Ricko. Ricko. It’s Tracy. Tracy Warner. I go, right, Jared was here. It’s cool. I’ll take his seconds. She’s on her hands and knees. Says will I help her. She’s lost an earring, belongs to Cherie, she has to give it back. There’s something shiny hanging off the back of her T-shirt. I grab it, I say, here it is. She can’t see it. I give it to her. I say what are you going to give me? She says she’s going home, she’s hurting. I say hurting from what?

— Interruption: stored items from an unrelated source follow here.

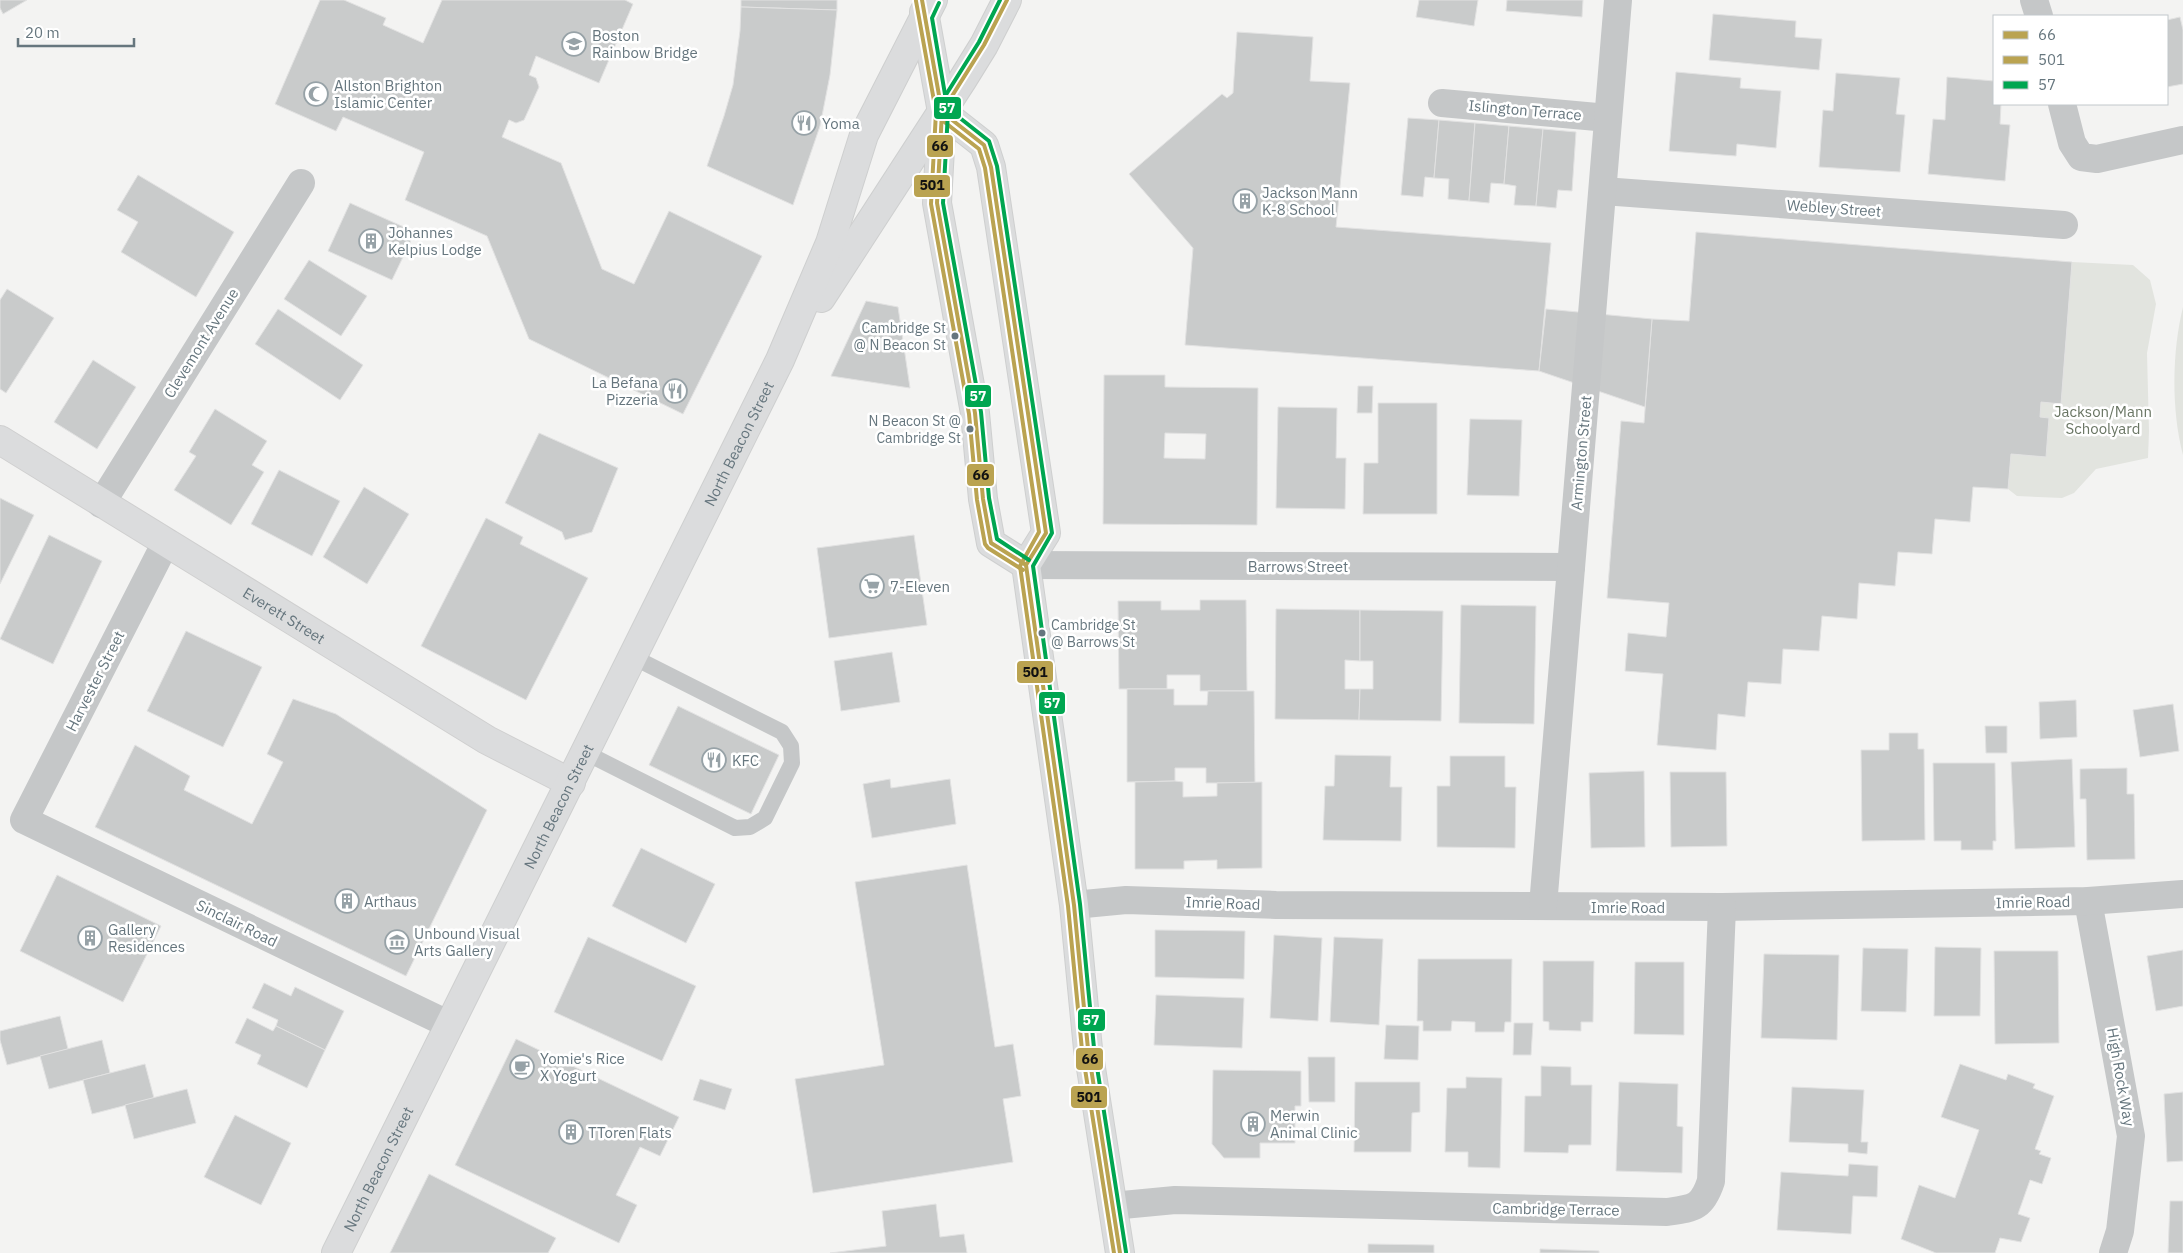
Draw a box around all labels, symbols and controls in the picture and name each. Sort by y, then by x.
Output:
scale bar [18,15,134,47]
legend [1993,15,2168,105]
text: 20 m [25,23,60,42]
text: 66 [2038,25,2056,44]
place label: Boston Rainbow Bridge [592,26,698,62]
school or university icon: Boston Rainbow Bridge [561,31,587,57]
text: 501 [2038,50,2065,69]
text: 57 [2038,75,2056,94]
place label: Allston Brighton Islamic Center [334,76,442,112]
mosque icon: Allston Brighton Islamic Center [303,81,329,107]
line badge: 57 [933,96,962,120]
street label: Islington Terrace [1468,96,1582,124]
text: 57 [939,99,955,117]
restaurant icon: Yoma [791,110,817,136]
place label: Yoma [822,114,860,133]
line badge: 66 [926,134,954,158]
text: 66 [932,137,948,155]
line badge: 501 [913,174,951,198]
text: 501 [919,176,945,194]
place label: Jackson Mann K-8 School [1262,183,1358,219]
building icon: Jackson Mann K-8 School [1232,188,1258,214]
street label: Webley Street [1786,195,1882,221]
place label: Johannes Kelpius Lodge [388,223,482,259]
building icon: Johannes Kelpius Lodge [358,228,384,254]
street label: Clevemont Avenue [160,285,242,401]
place label: Cambridge St @ N Beacon St [854,319,946,354]
marker: Cambridge St @ N Beacon St [950,331,960,341]
place label: La Befana Pizzeria [592,373,658,409]
restaurant icon: La Befana Pizzeria [662,378,688,404]
street label: North Beacon Street [699,378,778,509]
line badge: 57 [964,384,992,408]
text: 57 [970,387,986,405]
street label: Armington Street [1567,395,1595,511]
park label: Jackson/Mann Schoolyard [2054,402,2152,438]
place label: N Beacon St @ Cambridge St [869,412,961,447]
marker: N Beacon St @ Cambridge St [965,424,975,434]
line badge: 66 [966,463,995,487]
text: 66 [973,466,989,484]
street label: Barrows Street [1248,557,1348,576]
supermarket icon: 7-Eleven [859,573,885,599]
place label: 7-Eleven [890,577,950,596]
street label: Everett Street [240,583,329,648]
place label: Cambridge St @ Barrows St [1051,616,1136,651]
street label: Harvester Street [61,627,129,735]
marker: Cambridge St @ Barrows St [1037,628,1047,638]
line badge: 501 [1016,660,1054,684]
text: 501 [1022,663,1048,681]
line badge: 57 [1038,691,1066,715]
text: 57 [1044,694,1060,712]
street label: North Beacon Street [519,741,597,872]
restaurant icon: KFC [701,747,727,773]
place label: KFC [732,751,759,770]
building icon: Arthaus [334,888,360,914]
place label: Arthaus [364,892,417,911]
street label: Imrie Road [1185,892,1261,914]
street label: Imrie Road [1996,892,2070,912]
street label: Sinclair Road [193,895,281,951]
street label: Imrie Road [1591,898,1665,917]
place label: Gallery Residences [108,920,185,956]
place label: Unbound Visual Arts Gallery [414,924,520,960]
building icon: Gallery Residences [77,925,103,951]
museum icon: Unbound Visual Arts Gallery [384,929,410,955]
line badge: 57 [1077,1008,1106,1032]
text: 57 [1083,1011,1099,1029]
street label: High Rock Way [2103,1026,2139,1128]
line badge: 66 [1075,1047,1104,1071]
place label: Yomie's Rice X Yogurt [540,1049,625,1085]
text: 66 [1082,1050,1098,1068]
cafe icon: Yomie's Rice X Yogurt [509,1054,535,1080]
line badge: 501 [1070,1085,1108,1109]
text: 501 [1076,1088,1102,1106]
street label: North Beacon Street [339,1103,417,1234]
place label: Merwin Animal Clinic [1270,1106,1358,1142]
building icon: Merwin Animal Clinic [1240,1111,1266,1137]
building icon: TToren Flats [558,1119,584,1145]
place label: TToren Flats [588,1123,672,1142]
street label: Cambridge Terrace [1492,1198,1620,1220]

Guys, she says, those guys. Take me home, Ricko. Tells me I’m a legend, says she feels okay with me. Look after me, Ricko. Take me home. Puts her arms around me. I put mine round her. I feel okay now, Ricko. She feels more than okay. I say I’ll take you home, babe, but first things first. I lay her down on the sand, but she pushes me off. Oh, she likes it rough. I give it to her rough. Then she fucken bites me, kicks me in the nuts. My hand comes down on a rock…A rock in one hand and her earring in the other. (Silence) It was like it just happened. The cops wouldn’t buy that, but. Would they? Now if I was with you…Will you back me up mate? You got to. You got to. Please. Please, Jazza.